• Available records:

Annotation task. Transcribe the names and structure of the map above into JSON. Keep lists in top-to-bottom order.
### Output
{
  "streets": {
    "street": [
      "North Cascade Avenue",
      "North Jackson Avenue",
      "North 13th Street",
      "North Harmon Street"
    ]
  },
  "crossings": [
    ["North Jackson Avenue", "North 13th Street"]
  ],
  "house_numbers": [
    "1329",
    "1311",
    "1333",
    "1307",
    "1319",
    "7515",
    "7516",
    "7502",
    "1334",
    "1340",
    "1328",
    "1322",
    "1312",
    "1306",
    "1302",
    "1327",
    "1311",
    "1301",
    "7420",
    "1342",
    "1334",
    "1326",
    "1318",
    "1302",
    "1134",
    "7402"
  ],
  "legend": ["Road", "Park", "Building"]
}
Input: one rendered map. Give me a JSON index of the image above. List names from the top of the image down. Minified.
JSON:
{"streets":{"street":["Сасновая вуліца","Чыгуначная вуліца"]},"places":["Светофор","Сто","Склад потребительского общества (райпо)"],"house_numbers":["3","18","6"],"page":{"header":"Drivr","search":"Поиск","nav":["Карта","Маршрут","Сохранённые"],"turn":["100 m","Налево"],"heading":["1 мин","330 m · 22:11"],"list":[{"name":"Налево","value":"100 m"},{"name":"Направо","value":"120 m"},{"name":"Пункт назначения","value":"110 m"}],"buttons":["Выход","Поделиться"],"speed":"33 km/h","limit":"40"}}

• Problem to solve: Where does the word "names" appear in the records above? Return every line that holds it.

• Exercise output:
Annotation task. Transcribe the names and structure of the map above into JSON. Keep lists in top-to-bottom order.
Input: one rendered map. Give me a JSON index of the image above. List names from the top of the image down. Minified.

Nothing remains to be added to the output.